Le salarié percevait une rémunération fixe brute mensuelle de 1 910 euros, à laquelle s'ajoutait une prime de non-accident de 47,47 euros et une prime d'entretien de 47,47 euros.

Par lettre remise en main propre le 31 mars 2017, le salarié a démissionné de son poste dans les termes suivants :

«Madame, Monsieur,

Par la présente, j'ai l'honneur de vous faire part de ma décision de démissionner de votre entreprise, et ce à compter du 31/03/2017 au soir.

Je sais que je vous dois un préavis de 14 jours, mais je vous demande la possibilité de ne pas l'exécuter».

M. [H] a fait droit à la demande de dispense d'exécution du préavis et a établi un solde de tout compte remis et signé le 7 avril 2017, dénoncé par le salarié le 6 octobre 2017.

Le 29 mars 2019, le salarié a saisi le conseil de prud'hommes de Saint-Germain-en-Laye en paiement de rappels de salaire, majoration d'heures de nuit, 'majoration 75% d'amplitude journalière incluse entre 12 et 14 heures', 'majoration à 100% d'amplitude journalière supérieure à 14 heures', remboursement de frais et diverses sommes de nature indemnitaire.

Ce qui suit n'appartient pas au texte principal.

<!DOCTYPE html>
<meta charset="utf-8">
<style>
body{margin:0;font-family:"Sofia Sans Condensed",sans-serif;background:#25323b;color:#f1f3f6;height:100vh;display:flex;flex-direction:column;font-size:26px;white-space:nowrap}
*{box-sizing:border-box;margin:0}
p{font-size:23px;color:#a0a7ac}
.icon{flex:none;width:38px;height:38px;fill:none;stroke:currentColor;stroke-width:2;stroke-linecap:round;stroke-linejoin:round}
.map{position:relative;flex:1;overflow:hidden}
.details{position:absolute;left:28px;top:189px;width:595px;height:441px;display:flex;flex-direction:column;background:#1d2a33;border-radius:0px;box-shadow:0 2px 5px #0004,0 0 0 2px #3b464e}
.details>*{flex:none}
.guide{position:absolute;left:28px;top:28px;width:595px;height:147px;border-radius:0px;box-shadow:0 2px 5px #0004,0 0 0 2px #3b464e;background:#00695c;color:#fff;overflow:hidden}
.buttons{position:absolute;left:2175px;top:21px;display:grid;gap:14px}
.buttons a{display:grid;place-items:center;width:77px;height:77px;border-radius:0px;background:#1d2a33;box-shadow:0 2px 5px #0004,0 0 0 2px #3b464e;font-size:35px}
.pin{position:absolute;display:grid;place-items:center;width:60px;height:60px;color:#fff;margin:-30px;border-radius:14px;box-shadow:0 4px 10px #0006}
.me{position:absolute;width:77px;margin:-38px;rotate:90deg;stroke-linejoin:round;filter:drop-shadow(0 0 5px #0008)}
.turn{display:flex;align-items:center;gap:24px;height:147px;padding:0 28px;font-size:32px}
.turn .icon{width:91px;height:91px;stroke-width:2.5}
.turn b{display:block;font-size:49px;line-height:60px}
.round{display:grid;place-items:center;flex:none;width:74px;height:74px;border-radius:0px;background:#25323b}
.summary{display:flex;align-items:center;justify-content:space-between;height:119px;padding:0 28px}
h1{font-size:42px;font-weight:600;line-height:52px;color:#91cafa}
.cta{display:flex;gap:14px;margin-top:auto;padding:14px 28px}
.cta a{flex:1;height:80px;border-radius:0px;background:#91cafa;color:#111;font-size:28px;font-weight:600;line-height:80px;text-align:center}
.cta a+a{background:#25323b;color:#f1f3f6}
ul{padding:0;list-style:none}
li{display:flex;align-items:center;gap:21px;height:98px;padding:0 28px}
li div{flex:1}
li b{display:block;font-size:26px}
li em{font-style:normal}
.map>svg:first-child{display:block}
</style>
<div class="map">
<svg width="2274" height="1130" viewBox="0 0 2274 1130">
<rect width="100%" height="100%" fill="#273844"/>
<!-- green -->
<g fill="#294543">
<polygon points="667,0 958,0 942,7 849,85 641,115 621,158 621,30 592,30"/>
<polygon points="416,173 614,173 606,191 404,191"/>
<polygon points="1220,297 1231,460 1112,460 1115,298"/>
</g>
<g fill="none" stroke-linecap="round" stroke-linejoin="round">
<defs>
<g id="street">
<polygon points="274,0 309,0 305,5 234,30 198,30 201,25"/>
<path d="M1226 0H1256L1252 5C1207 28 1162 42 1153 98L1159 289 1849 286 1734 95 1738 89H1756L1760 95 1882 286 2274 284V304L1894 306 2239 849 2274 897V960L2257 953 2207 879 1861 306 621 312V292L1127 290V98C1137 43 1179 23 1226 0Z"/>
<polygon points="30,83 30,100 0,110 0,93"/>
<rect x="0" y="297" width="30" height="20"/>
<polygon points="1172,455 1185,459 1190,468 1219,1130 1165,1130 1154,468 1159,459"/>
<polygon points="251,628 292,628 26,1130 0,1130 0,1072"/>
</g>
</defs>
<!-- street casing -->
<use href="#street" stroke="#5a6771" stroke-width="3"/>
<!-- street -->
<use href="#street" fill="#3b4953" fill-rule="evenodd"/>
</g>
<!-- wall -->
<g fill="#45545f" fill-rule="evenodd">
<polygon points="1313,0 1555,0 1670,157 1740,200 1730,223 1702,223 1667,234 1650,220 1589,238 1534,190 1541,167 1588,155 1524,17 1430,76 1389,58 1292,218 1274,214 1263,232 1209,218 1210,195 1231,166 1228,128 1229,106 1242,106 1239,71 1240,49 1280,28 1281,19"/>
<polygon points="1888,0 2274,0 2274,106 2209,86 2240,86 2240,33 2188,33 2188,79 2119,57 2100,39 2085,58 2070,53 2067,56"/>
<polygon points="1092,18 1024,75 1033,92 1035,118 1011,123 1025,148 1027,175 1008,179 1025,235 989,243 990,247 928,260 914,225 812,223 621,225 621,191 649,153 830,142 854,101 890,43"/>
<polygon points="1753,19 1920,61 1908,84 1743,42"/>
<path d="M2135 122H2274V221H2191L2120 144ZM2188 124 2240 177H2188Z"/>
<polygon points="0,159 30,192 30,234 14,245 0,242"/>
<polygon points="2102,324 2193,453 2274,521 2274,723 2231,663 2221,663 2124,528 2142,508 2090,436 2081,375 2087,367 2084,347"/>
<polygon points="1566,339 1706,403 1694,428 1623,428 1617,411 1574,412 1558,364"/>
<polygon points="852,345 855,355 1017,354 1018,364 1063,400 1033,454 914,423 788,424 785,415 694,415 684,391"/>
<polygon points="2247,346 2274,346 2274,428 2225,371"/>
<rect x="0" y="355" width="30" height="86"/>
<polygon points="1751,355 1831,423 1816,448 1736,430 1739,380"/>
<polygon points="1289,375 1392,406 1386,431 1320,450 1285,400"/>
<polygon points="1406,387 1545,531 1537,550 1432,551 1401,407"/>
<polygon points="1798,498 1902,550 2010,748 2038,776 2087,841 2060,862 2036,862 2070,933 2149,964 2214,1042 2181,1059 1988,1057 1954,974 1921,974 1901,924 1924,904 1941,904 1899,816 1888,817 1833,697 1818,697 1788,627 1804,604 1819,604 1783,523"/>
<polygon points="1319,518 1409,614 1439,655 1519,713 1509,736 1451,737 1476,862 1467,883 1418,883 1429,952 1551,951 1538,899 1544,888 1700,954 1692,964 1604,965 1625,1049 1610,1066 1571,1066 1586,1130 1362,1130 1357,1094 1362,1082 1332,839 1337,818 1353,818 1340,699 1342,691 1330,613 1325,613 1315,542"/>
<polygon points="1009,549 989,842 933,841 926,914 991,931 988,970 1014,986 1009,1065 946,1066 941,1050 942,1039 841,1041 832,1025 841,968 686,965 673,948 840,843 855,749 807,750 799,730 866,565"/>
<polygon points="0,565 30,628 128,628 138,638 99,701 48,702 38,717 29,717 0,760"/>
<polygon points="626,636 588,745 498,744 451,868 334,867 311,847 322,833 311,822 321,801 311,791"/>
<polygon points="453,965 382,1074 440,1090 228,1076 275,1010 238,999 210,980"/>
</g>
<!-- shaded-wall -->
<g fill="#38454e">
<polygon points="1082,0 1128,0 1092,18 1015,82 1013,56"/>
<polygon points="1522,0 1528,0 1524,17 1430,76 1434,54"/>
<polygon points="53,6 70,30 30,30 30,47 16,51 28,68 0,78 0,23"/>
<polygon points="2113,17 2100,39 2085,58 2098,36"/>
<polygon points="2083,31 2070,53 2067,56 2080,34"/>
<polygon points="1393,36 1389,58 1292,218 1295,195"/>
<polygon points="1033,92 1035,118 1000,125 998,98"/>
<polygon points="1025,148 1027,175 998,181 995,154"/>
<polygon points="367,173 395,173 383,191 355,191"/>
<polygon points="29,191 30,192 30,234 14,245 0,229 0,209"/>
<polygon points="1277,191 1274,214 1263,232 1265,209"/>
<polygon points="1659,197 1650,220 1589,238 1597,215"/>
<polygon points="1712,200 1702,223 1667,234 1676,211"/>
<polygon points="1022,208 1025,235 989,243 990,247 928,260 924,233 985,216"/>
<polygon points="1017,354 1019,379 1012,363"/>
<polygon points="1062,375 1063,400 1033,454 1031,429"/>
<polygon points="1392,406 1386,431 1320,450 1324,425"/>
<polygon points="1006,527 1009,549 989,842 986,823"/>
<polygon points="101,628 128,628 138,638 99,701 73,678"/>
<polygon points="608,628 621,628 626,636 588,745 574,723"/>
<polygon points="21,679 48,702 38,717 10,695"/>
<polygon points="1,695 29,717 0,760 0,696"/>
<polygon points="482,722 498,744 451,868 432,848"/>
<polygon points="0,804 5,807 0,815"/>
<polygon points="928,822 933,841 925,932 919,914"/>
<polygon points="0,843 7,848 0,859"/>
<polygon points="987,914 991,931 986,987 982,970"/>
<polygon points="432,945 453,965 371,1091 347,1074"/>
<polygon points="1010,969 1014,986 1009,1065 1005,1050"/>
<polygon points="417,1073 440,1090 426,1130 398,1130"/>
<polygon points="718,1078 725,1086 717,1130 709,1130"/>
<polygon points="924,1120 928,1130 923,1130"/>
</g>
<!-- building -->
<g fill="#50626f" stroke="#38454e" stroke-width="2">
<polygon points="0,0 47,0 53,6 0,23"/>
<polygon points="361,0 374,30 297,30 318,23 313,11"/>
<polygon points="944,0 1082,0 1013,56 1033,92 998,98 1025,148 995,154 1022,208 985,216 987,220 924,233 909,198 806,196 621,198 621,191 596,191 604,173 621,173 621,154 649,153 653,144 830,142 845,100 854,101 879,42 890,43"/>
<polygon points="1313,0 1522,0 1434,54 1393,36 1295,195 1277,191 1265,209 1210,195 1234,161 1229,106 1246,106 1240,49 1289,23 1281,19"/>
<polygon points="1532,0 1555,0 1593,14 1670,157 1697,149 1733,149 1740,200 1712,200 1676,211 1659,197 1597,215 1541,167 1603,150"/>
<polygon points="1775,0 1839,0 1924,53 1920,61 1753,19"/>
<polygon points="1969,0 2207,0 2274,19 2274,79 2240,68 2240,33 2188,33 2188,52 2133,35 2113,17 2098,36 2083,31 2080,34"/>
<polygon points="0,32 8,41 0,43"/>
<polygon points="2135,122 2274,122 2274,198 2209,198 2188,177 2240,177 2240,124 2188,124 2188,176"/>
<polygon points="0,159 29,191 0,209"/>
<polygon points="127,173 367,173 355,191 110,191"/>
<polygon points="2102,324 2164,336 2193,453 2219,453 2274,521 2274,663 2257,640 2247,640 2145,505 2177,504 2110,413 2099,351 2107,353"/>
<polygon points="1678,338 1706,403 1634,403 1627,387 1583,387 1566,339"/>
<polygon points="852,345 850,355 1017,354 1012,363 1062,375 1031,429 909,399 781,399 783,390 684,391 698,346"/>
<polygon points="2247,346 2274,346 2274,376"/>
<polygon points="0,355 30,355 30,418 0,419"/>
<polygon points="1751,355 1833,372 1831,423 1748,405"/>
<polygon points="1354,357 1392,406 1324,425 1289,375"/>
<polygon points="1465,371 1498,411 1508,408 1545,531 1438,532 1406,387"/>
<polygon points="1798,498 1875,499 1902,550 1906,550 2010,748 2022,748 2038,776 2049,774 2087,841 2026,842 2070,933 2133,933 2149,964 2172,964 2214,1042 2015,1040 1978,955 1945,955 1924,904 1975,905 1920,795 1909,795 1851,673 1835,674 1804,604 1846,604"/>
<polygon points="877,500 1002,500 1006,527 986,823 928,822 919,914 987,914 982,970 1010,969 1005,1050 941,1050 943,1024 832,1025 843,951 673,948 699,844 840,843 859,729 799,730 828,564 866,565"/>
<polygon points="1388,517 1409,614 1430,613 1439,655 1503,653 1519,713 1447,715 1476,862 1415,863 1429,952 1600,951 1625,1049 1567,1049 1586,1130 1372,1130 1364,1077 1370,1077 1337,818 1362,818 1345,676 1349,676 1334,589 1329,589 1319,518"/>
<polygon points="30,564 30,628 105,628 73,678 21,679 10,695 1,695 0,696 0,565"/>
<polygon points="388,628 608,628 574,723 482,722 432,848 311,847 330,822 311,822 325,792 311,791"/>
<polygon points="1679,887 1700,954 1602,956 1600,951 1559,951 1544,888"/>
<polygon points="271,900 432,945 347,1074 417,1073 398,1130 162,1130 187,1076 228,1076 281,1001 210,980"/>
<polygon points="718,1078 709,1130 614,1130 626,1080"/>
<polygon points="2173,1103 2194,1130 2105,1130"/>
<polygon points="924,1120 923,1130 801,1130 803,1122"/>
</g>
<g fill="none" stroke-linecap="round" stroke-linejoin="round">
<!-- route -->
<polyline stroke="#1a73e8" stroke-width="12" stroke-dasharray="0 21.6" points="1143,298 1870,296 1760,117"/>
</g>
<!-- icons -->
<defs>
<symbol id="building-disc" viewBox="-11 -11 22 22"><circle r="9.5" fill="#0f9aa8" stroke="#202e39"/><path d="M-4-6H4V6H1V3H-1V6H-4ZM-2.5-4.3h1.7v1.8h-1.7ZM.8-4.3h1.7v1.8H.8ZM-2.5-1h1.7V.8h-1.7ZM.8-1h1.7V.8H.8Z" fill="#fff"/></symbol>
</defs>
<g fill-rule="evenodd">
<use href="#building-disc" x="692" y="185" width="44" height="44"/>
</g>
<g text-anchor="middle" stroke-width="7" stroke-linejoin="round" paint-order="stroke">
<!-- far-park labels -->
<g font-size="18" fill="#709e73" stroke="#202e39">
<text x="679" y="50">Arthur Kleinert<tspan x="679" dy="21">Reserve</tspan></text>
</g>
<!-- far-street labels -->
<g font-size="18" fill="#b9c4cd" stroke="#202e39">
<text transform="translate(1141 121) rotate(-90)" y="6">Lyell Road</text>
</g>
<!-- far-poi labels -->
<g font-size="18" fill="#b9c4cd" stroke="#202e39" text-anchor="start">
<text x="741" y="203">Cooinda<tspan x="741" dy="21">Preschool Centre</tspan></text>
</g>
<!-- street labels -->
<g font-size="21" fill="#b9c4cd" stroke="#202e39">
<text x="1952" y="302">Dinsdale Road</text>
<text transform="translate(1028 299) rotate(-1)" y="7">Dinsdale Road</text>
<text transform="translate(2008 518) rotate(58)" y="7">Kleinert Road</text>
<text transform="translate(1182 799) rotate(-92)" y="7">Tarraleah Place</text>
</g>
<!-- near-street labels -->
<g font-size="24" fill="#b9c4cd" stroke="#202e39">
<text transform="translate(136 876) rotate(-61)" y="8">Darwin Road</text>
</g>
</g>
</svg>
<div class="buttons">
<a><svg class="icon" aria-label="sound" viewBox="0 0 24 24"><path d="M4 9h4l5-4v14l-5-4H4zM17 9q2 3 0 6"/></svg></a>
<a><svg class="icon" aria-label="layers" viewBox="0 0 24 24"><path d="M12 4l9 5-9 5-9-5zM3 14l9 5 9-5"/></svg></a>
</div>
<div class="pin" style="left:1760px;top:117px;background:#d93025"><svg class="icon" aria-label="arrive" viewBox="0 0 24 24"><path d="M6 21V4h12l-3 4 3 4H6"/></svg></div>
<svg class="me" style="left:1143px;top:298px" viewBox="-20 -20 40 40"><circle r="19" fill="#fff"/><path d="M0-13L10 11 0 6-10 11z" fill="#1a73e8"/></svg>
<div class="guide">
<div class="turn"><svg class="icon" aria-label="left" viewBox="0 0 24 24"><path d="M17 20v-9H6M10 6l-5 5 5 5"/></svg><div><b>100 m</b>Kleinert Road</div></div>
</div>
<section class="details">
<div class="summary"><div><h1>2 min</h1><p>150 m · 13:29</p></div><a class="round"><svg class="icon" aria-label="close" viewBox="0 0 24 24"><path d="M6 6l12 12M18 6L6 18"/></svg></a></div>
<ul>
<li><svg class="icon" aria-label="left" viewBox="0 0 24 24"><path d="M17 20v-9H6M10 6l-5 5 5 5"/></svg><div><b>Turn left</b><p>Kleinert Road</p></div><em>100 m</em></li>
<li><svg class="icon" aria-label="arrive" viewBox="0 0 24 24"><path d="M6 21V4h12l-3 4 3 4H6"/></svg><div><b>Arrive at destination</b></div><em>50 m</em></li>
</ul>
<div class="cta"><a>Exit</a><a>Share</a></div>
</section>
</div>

Par jugement du 6 mai 2021, le conseil de prud'hommes de Saint-Germain-en-Laye (section commerce) a :

- dit que les demandes formulées par M. [G] ne sont pas prescrites et que le conseil de prud'hommes de Saint-Germain-en-Laye est compétent pour en juger,

- donné acte à M. [H] qu'il accepte de régler à M. [G] :

.  77,14 euros majorés de 7,71 euros au titre des congés payés afférents pour la journée du 25 mai 2016,

.  90,10 euros majorés de 9,01 euros au titre des congés payés afférents pour majoration d'heures de nuit,

et l'y a condamné en deniers ou quittance,

- condamné M. [H] à verser à M. [G] :

. 154,28 euros majorés de 15,42 euros au titre des congés payés afférents au titre des deux journées du 19 octobre 2016 et du 27 février 2017,

. 1 112,74 euros majorés de 111,27 euros au titre des congés payés afférents pour les dépassements d'amplitude horaire journalière,

. 800 euros au titre de l'article 700 du code de procédure civile,

- condamné M. [H] à payer les intérêts de droit sur les salaires et éléments de salaire à compter du 28 mai 2019 date de réception par le défendeur de la convocation à l'audience du bureau de conciliation et du prononcé pour le surplus,

- rappelé que par application de l'article R.1454-28 du code du travail, l'exécution provisoire est de droit pour la remise des documents et pour les indemnités énoncées à l'article R.1454-14 dans la limite de neuf mois de salaire et fixé pour ce faire la moyenne des trois derniers mois à la somme de 2 005,06 euros,

- débouté M. [G] [C] du surplus de ses demandes,

- condamné M. [H] aux entiers dépens.

Par déclaration adressée au greffe le 10 juin 2021, le salarié a interjeté appel de ce jugement.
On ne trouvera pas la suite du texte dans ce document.